Por: Martín París
Al principio todas las chicas son oportunidades. Uno las mira, les sonríe, les mete un chiste y, de a poco, va construyendo un plan de seducción. Ella te acepta una salida, vos te preparás para la noche, tenés algo de suerte y hasta, quizás, se ven durante algunas citas más. Pero es poco probable que el primer tiro libre que patees en tu vida vaya al ángulo, hasta Messi y Maradona erraron un penal (hoy estoy futbolísticamente muy metafórico). Y lo que sucede es que, con el paso del tiempo, comienzan a quedar huellas en muchos lados de amores no correspondidos, de relaciones fallidas, de historias que nunca fueron. Ahí es cuando te encontrás en medio de un gran cementerio amoroso en el que tu celular, Internet, tus amigos y hasta tu barrio, se encargan de recordarte periódicamente que todo, absolutamente todo, puede fallar.

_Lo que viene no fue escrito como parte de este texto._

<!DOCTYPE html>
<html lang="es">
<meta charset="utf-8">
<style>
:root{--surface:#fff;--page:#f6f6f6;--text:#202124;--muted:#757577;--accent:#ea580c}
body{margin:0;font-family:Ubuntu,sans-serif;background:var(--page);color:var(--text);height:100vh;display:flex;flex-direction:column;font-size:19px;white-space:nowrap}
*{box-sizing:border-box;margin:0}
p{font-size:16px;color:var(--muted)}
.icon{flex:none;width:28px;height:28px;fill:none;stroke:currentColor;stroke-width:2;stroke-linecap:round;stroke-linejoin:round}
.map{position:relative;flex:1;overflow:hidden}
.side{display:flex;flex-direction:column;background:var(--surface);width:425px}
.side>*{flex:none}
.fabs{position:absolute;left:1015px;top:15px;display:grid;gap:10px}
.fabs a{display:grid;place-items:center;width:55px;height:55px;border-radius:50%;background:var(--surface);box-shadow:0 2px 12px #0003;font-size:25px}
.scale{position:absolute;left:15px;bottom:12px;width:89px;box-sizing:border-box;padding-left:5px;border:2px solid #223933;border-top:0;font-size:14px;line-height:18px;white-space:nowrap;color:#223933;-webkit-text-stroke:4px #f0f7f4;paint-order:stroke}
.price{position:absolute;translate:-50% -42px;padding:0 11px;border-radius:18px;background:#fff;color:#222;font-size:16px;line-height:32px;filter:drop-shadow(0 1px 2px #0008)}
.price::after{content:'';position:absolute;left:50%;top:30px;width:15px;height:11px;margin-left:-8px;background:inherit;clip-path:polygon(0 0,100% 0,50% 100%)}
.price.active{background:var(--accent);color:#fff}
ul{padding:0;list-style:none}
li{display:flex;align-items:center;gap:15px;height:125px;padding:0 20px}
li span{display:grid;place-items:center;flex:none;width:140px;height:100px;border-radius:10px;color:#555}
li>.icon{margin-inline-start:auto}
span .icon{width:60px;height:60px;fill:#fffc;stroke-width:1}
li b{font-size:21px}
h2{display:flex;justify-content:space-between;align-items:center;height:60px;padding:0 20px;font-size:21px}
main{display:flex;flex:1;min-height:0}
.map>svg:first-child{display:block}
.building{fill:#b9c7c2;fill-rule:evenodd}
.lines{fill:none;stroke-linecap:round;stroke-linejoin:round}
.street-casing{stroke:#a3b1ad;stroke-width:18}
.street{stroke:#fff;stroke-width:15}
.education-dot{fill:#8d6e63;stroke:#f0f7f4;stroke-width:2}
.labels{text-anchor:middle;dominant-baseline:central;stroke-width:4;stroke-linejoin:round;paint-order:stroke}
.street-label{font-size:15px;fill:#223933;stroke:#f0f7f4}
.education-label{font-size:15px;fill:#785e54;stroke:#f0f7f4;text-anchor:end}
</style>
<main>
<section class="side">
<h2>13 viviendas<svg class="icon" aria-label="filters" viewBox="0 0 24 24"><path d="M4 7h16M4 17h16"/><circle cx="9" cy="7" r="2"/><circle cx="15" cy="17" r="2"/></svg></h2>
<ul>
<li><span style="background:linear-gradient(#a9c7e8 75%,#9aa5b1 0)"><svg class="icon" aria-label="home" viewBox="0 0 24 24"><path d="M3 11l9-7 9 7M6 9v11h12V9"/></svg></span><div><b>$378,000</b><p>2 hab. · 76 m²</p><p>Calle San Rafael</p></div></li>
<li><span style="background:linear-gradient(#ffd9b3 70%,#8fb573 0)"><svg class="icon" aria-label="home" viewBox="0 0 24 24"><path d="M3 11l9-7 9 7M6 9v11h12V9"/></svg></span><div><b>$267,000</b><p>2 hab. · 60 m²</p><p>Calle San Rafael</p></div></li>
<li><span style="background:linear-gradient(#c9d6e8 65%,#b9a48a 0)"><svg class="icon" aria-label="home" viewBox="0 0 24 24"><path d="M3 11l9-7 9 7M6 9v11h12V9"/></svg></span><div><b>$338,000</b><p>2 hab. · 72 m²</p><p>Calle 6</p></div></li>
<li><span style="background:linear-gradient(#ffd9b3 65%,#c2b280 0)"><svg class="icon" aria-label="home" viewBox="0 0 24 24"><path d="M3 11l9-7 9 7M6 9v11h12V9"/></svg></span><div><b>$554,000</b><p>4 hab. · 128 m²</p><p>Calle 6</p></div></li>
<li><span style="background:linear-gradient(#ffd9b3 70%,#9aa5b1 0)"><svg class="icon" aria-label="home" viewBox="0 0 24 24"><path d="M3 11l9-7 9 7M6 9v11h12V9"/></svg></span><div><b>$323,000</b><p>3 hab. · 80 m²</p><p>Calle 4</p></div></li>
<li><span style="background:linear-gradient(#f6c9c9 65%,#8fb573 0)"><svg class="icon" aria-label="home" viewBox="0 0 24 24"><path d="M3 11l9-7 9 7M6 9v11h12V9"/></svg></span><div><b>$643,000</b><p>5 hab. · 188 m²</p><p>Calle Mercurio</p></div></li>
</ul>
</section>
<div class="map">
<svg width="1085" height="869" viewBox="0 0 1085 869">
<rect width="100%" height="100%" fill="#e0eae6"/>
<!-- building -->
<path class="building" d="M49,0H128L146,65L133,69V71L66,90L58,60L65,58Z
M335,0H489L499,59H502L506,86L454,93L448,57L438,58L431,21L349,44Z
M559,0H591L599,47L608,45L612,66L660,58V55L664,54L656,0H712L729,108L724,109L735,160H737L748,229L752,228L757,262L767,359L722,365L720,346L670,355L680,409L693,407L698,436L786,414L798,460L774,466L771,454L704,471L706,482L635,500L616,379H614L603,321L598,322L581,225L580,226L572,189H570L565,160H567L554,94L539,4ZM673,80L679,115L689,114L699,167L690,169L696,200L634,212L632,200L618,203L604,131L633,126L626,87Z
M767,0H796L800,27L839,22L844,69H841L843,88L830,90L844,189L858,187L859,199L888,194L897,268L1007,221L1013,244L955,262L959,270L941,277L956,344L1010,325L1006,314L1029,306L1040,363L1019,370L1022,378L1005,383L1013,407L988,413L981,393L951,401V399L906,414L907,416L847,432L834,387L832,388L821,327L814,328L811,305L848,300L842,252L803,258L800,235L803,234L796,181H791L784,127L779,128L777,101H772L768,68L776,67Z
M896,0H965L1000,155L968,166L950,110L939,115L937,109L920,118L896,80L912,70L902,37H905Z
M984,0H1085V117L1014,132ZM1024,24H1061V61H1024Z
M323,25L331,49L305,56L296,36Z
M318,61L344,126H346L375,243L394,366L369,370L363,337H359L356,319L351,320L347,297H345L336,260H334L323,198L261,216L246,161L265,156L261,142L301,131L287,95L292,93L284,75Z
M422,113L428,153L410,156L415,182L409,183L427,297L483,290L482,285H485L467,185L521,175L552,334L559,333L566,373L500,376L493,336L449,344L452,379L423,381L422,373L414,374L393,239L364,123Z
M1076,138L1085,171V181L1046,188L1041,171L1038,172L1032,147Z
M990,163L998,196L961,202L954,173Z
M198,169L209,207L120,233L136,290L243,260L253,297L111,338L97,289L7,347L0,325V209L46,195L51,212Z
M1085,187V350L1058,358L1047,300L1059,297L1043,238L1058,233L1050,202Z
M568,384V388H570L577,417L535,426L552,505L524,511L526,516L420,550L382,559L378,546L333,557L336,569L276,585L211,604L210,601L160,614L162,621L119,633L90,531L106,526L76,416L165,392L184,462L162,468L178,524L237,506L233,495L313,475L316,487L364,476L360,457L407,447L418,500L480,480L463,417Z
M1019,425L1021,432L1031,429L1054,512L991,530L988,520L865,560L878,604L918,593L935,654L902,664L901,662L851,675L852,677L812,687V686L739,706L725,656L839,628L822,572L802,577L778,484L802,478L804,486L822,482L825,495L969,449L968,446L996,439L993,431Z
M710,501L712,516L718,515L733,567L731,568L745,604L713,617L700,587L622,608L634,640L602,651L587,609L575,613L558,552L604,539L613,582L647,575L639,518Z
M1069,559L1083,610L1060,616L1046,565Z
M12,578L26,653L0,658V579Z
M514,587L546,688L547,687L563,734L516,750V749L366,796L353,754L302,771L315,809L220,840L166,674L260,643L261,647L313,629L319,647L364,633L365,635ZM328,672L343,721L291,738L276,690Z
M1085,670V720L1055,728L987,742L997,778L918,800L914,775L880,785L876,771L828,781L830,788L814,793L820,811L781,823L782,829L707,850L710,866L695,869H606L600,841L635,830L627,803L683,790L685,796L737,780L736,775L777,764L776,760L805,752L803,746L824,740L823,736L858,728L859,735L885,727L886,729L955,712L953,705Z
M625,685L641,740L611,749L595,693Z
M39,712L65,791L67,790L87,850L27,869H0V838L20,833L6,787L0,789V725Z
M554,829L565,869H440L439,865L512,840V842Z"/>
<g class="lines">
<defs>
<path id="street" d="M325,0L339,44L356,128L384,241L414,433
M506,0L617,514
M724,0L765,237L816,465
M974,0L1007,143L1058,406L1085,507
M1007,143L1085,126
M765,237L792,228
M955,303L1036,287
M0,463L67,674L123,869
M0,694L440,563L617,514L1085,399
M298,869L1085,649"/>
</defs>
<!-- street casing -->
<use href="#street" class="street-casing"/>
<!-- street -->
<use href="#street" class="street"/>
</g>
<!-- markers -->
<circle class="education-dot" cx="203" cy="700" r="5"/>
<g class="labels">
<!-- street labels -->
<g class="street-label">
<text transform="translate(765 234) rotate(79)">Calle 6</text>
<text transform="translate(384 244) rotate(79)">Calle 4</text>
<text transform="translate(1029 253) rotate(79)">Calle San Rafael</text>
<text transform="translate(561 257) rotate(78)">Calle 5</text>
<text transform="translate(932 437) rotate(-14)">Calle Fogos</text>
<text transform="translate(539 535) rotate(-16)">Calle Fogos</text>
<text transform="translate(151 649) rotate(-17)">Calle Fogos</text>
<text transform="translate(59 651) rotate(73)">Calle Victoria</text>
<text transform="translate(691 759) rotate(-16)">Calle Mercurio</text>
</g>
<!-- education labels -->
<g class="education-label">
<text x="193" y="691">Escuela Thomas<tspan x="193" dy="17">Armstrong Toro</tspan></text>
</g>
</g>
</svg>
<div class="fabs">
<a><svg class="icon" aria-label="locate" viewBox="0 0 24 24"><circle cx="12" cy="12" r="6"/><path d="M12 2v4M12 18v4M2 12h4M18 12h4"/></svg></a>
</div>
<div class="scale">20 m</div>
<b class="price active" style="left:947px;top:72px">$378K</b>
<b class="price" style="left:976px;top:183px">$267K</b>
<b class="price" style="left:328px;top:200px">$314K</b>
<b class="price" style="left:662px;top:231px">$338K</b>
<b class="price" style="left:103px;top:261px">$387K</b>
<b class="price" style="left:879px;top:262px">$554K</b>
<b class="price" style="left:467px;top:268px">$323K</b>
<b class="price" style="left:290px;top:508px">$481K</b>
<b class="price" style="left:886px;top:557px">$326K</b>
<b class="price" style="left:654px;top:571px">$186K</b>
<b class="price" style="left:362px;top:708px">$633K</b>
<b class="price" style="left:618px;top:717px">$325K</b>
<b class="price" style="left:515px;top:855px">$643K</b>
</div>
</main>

Las redes sociales son las bitácoras de desencuentros amorosos más grandes del mundo. Es una experiencia increíble bucear por los muros de los contactos que hasta hace poco estuvieron en pareja y ver cómo, al principio de su última relación, su muro desbordaba videos de Arjona y ahora sólo postean canciones de Rammstein. Y ni hablar de las fotos que de un día para el otro desaparecen de sus álbumes. Un amigo mío siempre se preocupaba mucho por eso y cuando una pareja se separaba lo primero que preguntaba era: “¿Y qué van a hacer con tantas fotos?”. Claro, desde que existen las cámaras digitales se genera una exagerada e innecesaria cantidad de recuerdos.
Cuando busco algún teléfono en mis contactos del celular (ahora no se utiliza la memoria personal para recordar números telefónicos, no señor) de vez en cuando me cruzo con un nombre y un apellido que me clava una estaca en el corazón. Ahí (y solo ahí) es cuando decido borrarlo de mi agenda (no sea cosa que el Mister Hyde en el que todos nos transformamos con el cuarto fernet, a las cinco de la matina, después de que te cortó el rostro hasta el zombi que te alcanza el papel higiénico en el baño del boliche, te haga mandar esos mensajes desesperados, sin coherencia ni cohesión pero jadeantes y necesitados de cariño).
En el barrio hay lugares que están prohibidos. Y esto es algo que pasa con el transcurso de los años. Hay esquinas que te liquidan, que todavía tienen el olor de tus hormonas adolescentes laburando a full la pibita de los brackets. Además, siempre te terminás cruzando con una que antes bailaba en la barra del boliche, pero que ahora la tendrías que ayudar a subir con el cochecito de sus tres pares de mellizos. Y después están los galanes del barrio que se quedaron pelados y que el tiempo los detonó. Las diosas del secundario que se volvieron todas tanquetas, varios de tus amigos que salieron del clóset y las poco agraciadas que se transformaron en las nuevas revelaciones con mucha proyección y desborde por las dos puntas. Guarda con las tapadas del primario, yo sé lo que les digo, miren que la adolescencia puede cambiarte la vida. Y esas amistades interesadas, con el paso del tiempo, caducan (o sea, vos dejás de ver esa vecina que se puso de novio con el patova que te rebotaba por ir a la matinée con botines de Papi Fútbol).
Me parece que la experiencia nos tiene que servir para aprender a convivir con las pérdidas. Particularmente yo creo que nunca dejé de querer a las minas con las que estuve, simplemente las empecé a olvidar de a poco. Y después vinieron otras inquilinas que me alquilaron el corazón.
Ahora que me acordé, voy a llamar a la dientuda esa que se sentaba en el fondo del aula.